Article 26 aprile 2022

Le terapie CAR-T per la cura dei gliomi inoperabili

I gliomi sono tumori cerebrali di aspetto e presentazione variabili, ma accomunati dalla stessa sede di origine, ossia il sistema nervoso centrale.

Tra i gliomi più rappresentati in età pediatrica si configurano quelli diffusi della linea mediana, dovuti, quasi sempre, ad una mutazione della proteina H3K27M. Questi tumori crescono e si espandono nelle strutture mediane del cervello, interessando, in particolar modo, il ponte, la parte del tronco encefalico che regola l’attività delle funzioni vitali, come il respiro ed il battito cardiaco. Sono molto aggressivi: crescono rapidamente, si infiltrano in profondità e, a causa della loro sede, non possono essere asportati chirurgicamente.
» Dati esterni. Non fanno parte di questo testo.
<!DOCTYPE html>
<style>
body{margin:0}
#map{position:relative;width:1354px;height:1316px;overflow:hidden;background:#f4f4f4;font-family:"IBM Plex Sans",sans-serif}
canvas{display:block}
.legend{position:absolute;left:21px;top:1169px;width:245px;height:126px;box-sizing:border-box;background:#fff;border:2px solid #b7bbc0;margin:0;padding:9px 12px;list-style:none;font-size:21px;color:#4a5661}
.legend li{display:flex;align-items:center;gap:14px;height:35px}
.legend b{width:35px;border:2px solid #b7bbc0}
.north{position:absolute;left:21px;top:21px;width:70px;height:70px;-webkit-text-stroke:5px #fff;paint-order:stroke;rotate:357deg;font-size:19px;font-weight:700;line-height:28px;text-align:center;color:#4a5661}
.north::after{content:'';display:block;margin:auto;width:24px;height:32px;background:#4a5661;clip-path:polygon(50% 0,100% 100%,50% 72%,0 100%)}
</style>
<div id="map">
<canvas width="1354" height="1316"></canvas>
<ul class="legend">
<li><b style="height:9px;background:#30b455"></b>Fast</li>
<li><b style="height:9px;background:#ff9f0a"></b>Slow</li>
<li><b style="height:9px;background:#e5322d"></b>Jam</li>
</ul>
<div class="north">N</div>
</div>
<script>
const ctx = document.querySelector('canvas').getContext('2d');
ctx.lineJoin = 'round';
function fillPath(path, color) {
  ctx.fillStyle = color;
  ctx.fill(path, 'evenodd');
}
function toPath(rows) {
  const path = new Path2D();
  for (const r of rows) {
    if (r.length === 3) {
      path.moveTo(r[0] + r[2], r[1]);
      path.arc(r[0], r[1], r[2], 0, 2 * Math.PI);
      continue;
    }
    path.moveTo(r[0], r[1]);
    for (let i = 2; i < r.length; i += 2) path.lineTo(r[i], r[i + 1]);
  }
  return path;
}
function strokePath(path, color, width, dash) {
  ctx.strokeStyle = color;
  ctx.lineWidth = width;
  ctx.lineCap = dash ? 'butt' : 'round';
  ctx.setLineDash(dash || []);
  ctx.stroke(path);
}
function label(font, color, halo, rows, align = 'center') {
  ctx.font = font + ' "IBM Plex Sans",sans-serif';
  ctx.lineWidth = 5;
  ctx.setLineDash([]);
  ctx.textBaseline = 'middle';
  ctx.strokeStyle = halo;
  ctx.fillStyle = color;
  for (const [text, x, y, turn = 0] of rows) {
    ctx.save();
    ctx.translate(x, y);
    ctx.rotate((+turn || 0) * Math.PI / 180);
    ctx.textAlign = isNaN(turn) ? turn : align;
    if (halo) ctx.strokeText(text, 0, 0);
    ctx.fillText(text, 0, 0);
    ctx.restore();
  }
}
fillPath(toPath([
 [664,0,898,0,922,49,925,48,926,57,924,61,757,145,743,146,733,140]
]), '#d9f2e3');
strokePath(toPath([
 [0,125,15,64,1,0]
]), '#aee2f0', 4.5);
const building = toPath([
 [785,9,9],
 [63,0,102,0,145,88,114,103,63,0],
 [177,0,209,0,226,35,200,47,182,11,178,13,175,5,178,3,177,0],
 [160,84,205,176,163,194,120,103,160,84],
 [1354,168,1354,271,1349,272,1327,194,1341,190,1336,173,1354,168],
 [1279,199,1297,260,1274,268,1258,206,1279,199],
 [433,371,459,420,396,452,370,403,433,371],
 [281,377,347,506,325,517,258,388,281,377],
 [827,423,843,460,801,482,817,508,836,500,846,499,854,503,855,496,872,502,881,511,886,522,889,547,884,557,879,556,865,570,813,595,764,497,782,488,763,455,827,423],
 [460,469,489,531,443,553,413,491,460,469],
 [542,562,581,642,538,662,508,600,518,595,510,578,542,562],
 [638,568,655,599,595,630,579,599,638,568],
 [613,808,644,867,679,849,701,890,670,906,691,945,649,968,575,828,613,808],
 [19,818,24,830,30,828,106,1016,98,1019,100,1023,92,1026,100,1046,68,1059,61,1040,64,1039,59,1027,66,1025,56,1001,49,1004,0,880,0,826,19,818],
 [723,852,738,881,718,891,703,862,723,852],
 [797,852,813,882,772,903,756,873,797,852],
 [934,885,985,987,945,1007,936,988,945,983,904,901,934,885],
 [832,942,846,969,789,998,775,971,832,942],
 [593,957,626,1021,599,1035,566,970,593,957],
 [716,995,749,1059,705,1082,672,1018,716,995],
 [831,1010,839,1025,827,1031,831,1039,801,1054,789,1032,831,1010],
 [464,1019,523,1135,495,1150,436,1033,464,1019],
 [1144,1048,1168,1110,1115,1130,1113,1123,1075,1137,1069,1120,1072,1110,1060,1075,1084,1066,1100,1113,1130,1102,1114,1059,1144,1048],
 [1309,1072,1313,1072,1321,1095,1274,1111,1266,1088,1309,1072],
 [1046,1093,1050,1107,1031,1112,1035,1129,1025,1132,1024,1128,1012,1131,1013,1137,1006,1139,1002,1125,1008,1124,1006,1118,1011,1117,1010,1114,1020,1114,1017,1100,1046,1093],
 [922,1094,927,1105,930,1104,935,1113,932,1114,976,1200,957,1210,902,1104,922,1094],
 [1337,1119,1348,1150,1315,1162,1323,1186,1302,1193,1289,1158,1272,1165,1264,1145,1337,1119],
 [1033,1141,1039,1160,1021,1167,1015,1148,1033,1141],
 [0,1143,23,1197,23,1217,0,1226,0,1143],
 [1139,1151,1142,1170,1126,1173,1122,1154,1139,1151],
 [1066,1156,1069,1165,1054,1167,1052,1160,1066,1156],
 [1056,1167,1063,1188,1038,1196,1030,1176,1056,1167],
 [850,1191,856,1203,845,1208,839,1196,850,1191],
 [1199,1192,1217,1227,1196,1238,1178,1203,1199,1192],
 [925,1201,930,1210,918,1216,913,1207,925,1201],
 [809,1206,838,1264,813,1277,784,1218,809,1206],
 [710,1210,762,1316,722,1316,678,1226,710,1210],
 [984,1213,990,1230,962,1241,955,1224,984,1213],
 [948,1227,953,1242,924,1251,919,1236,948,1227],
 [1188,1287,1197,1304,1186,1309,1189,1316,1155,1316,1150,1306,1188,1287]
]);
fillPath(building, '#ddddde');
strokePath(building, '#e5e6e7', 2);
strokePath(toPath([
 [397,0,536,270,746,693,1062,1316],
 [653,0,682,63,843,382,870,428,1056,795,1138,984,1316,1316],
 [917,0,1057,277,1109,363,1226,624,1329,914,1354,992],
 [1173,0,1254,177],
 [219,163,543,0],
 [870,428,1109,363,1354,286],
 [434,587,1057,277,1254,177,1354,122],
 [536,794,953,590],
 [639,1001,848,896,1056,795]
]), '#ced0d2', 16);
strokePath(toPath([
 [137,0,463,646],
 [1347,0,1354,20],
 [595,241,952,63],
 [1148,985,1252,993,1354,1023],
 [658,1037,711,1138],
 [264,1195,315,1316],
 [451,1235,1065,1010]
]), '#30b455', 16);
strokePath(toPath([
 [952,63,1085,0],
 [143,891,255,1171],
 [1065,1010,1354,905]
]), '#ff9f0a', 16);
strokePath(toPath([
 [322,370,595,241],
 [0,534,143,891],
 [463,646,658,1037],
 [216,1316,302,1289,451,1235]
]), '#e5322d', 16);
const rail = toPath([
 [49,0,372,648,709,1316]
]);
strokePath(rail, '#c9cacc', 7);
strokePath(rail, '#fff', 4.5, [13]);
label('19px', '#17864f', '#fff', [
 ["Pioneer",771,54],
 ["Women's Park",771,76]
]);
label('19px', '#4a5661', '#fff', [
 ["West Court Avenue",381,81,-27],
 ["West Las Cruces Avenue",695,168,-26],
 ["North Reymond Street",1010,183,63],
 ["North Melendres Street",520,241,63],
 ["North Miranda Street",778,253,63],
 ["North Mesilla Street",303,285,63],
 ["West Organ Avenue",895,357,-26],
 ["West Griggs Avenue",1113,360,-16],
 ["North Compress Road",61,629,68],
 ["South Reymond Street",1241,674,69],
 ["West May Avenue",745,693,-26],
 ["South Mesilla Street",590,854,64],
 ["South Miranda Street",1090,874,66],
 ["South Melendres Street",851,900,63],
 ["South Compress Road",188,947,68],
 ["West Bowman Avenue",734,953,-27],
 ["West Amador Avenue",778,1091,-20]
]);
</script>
In Italia, vengono diagnosticati circa 20-25 casi di gliomi localizzati nel ponte in età pediatrica, soprattutto tra i 5 ed i 10 anni. Purtroppo, oggi, non esiste ancora un trattamento efficace e meno del 5% dei bambini che ne sono affetti sopravvive a 5 anni dalla diagnosi.

La speranza di aver trovato finalmente una cura vincente per questo tipo di tumori cerebrali nei bambini arriva da un recente studio, pubblicato su Neuro-Oncology, eseguito da un gruppo di ricercatori dell’Ospedale Pediatrico Bambino Gesù, in collaborazione con l’Istituto Superiore di Sanità, il Policlinico Gemelli e l’Institute of Cancer Research di Londra.
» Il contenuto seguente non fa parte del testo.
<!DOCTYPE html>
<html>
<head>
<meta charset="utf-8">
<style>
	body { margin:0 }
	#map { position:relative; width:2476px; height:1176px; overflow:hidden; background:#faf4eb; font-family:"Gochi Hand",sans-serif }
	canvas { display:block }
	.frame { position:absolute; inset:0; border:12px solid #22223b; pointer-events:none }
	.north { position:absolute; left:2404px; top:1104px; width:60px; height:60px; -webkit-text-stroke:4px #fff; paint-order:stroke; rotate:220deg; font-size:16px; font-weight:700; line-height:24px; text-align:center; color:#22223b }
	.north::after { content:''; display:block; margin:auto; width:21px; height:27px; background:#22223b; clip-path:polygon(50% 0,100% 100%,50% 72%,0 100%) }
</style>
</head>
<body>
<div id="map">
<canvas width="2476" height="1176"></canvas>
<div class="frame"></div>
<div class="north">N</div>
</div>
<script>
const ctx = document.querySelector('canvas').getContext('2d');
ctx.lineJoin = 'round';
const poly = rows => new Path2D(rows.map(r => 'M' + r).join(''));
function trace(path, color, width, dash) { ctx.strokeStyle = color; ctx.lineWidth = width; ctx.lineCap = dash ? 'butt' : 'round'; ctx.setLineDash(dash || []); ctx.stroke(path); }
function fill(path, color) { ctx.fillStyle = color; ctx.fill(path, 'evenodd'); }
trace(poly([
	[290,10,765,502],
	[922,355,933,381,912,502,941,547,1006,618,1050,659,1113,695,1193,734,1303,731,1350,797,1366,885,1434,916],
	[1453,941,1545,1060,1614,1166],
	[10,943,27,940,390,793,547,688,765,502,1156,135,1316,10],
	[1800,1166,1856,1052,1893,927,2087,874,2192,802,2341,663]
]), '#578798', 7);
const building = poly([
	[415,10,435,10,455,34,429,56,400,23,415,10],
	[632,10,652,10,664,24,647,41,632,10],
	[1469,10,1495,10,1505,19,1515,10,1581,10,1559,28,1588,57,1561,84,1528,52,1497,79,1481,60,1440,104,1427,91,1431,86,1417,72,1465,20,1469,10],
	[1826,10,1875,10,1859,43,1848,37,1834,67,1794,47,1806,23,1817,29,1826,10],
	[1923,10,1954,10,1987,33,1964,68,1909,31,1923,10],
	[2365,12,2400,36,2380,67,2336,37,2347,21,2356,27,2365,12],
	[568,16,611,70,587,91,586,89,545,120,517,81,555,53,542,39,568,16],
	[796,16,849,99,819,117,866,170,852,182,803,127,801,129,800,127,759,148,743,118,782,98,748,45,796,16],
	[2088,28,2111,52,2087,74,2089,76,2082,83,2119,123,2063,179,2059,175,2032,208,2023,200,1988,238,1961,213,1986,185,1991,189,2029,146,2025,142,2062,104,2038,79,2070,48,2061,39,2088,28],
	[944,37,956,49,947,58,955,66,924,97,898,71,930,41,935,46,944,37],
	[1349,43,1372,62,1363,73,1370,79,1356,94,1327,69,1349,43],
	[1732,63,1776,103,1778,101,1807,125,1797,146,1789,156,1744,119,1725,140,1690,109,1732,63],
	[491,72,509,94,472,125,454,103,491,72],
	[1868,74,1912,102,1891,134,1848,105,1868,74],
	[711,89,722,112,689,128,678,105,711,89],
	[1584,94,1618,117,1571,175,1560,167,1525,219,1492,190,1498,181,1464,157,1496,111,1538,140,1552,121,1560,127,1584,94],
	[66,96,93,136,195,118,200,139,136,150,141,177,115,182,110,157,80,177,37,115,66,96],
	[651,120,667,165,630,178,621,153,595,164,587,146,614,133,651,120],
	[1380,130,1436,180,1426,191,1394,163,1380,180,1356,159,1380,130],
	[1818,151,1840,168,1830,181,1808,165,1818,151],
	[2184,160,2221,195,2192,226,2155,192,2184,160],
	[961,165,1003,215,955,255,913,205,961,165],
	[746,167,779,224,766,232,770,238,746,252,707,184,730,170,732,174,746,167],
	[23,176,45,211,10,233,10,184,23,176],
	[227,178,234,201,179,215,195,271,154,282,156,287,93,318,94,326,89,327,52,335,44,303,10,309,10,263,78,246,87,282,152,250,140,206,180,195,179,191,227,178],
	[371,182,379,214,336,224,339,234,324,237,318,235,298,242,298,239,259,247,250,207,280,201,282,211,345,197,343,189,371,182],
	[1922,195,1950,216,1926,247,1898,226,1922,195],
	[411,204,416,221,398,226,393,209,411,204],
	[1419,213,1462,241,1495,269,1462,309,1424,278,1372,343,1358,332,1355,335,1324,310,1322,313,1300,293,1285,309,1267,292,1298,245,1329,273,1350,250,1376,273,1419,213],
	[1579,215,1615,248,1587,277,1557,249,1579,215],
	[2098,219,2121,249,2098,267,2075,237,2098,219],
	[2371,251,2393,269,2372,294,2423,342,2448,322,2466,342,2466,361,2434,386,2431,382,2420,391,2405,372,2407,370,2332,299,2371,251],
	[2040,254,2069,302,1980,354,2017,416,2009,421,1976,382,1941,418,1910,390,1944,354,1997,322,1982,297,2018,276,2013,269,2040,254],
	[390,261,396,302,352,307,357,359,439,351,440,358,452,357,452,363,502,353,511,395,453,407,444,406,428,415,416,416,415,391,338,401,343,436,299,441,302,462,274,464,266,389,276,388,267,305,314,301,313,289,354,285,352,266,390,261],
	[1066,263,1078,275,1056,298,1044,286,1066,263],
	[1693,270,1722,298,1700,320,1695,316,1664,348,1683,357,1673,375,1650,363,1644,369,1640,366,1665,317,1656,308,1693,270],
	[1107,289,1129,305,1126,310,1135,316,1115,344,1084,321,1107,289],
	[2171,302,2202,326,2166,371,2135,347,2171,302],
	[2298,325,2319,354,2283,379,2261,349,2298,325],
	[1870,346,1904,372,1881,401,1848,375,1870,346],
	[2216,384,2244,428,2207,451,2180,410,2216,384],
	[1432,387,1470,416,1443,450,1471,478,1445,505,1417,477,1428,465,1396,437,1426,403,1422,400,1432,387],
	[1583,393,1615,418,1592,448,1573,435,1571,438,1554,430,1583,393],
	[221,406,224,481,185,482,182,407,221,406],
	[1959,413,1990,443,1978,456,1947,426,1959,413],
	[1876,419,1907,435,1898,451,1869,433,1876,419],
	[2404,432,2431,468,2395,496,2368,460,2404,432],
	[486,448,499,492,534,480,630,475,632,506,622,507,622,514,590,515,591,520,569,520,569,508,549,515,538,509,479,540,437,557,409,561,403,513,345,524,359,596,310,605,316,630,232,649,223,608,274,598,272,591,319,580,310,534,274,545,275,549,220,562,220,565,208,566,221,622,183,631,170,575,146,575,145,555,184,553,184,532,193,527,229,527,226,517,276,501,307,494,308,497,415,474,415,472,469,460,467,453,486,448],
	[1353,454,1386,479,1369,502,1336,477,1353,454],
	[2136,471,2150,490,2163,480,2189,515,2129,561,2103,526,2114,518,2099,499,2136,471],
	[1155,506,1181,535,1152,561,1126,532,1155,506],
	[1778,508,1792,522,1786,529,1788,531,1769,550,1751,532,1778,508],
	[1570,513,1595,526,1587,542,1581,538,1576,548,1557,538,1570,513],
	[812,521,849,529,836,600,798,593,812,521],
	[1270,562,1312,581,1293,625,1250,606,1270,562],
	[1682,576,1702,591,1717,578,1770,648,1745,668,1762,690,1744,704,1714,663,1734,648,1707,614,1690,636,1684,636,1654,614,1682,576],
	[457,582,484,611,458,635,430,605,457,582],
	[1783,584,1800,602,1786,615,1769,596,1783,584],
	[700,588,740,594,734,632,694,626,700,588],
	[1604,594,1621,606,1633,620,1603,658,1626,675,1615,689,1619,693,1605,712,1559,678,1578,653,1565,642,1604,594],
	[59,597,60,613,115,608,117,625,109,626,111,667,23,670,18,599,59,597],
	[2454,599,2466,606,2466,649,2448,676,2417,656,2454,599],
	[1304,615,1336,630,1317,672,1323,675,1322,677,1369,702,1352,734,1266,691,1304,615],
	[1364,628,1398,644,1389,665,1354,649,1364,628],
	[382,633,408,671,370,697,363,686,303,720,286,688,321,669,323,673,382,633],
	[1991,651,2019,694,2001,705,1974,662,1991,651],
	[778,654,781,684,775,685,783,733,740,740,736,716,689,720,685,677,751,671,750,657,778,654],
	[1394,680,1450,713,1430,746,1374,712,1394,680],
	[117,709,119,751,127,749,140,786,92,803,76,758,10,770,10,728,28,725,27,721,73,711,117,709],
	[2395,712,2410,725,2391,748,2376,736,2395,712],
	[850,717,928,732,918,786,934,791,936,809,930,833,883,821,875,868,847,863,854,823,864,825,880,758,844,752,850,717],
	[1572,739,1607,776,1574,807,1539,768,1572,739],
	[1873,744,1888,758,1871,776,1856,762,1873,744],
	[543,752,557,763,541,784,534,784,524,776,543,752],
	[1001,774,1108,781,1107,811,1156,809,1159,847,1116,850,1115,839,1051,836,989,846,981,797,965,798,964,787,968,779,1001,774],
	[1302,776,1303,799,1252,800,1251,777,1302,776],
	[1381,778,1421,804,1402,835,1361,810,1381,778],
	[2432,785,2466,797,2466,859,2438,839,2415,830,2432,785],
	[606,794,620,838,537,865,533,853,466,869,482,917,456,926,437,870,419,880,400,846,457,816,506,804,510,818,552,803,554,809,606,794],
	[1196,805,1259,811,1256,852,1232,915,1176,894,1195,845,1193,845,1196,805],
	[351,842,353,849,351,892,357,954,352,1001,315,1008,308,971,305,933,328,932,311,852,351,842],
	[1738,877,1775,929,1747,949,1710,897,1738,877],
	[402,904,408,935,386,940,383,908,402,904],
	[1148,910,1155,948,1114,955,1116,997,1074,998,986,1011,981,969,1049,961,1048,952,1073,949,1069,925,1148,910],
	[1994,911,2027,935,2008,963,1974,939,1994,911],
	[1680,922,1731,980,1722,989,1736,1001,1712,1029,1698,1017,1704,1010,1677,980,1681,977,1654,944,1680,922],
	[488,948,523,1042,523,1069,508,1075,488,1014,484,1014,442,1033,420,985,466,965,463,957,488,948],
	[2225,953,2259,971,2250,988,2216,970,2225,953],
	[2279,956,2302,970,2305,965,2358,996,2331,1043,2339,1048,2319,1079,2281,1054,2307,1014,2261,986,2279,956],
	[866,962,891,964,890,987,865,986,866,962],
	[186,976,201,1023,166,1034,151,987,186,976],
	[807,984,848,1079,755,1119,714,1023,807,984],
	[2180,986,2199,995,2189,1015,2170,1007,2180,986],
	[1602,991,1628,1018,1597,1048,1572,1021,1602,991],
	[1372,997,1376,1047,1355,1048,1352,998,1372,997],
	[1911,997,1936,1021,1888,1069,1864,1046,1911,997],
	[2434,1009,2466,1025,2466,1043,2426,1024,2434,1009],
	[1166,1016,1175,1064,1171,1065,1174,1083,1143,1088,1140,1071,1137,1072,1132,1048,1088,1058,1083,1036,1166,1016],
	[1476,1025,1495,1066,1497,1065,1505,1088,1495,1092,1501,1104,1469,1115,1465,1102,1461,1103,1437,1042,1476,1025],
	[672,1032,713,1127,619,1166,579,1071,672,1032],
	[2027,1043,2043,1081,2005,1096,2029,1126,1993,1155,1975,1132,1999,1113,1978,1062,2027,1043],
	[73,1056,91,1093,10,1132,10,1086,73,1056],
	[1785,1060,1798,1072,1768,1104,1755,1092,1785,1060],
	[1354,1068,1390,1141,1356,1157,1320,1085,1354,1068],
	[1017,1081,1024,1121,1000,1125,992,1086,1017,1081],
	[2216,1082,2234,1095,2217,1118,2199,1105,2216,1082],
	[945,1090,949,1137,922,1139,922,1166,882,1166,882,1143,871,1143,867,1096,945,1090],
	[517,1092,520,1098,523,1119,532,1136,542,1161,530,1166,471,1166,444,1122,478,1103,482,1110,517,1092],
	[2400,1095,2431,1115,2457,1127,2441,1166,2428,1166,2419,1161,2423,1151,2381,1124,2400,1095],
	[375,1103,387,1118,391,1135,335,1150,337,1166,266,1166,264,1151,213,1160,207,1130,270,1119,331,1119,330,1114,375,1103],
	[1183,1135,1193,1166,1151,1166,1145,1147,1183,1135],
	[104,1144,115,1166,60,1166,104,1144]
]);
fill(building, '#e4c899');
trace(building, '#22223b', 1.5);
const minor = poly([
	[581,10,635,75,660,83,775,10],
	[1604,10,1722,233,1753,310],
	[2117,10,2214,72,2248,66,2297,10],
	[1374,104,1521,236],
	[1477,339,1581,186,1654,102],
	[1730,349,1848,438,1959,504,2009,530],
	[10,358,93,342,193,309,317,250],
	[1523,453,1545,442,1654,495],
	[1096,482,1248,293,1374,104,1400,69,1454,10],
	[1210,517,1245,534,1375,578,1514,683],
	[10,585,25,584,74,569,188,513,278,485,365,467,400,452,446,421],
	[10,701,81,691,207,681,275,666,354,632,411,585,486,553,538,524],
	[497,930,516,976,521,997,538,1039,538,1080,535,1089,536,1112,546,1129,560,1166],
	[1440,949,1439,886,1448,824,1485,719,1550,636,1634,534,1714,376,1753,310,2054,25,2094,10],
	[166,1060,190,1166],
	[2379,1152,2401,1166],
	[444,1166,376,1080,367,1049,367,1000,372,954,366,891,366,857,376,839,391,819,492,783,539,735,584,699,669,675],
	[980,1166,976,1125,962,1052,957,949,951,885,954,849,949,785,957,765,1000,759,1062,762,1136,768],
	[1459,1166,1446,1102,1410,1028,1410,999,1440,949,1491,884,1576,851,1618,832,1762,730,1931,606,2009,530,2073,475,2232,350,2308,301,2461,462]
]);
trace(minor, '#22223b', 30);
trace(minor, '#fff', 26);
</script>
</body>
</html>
Gli scienziati hanno sperimentato in laboratorio una nuova terapia di combinazione, genica e farmacologica, che si è dimostrata in grado di inibire la crescita dei gliomi diffusi della linea mediana.

Partendo da cellule tumorali di pazienti affetti da glioma, sottoposti a biopsia, e servendosi di modelli animali, i ricercatori hanno individuato una terapia antitumorale mai sperimentata prima: una terapia di combinazione di un farmaco sperimentale (il Linsitinib) e di cellule CAR-T.

Quello che gli studiosi sono riusciti ad osservare è che il farmaco agisce inibendo in maniera specifica la proteina IGF1R, che si trova sulla membrana delle cellule tumorali, esercitando, pertanto, un’azione antitumorale diretta sulle cellule del glioma diffuso della linea mediana, mentre le cellule CAR-T, cellule programmate per riconoscere ed eliminare le cellule tumorali, attaccano una proteina di superficie, ossia l’antigene GD2 (GD2-CAR-T), potenziando l’attività di rimozione del tumore.

La nuova terapia combinata, sperimentata in laboratorio su diversi modelli di glioma della linea mediana, non soltanto si è dimostrata efficace nell’inibizione della crescita della massa tumorale, ma ha anche dimostrato di produrre un effetto antitumorale maggiore rispetto alle due terapie usate separatamente. L’“azione sinergica” dei due trattamenti sembrerebbe essere esplicata dal farmaco, in grado di amplificare l’attività delle cellule CAR-T, e dalle cellule CAR-T stesse che, secondo le ipotesi avanzate, consentono al farmaco di superare la barriera protettiva ematoencefalica, facilitandogli il raggiungimento delle cellule tumorali.

I risultati ottenuti in laboratorio da questo studio dovranno essere confermati da una futura sperimentazione sull’uomo, ma prima dovranno essere perfezionate le modalità con cui il farmaco e le cellule CAR-T vengono veicolati alla sede del tumore. Inoltre, bisognerà testare la combinazione dei due trattamenti anche su modelli tumorali più complessi, per poter valutare ed anticipare la risposta infiammatoria ed immunitaria dei pazienti.

“I risultati preliminari dello studio sono incoraggianti”, afferma Franco Locatelli, Direttore di Medicina Sperimentale e di Precisione del Bambino Gesù. “La nuova strategia di cura ha fornito risultati pre-clinici promettenti e potrebbe rappresentare il primo passo per arrivare a trattare con successo una proporzione dei pazienti affetti da questa terribile forma di tumore”.

Le terapie CAR-T sembrano rappresentare davvero il futuro della medicina: tumori che prima del suo avvento sembravano incurabili, come alcuni tipi di leucemie e di linfomi, ora si possono sconfiggere. È quello che ci si augura, oggi, anche per i tumori cerebrali refrattari ai trattamenti disponibili ed attualmente in uso, e questo studio apre un barlume di speranza per i gliomi diffusi della linea mediana inoperabili nei bambini.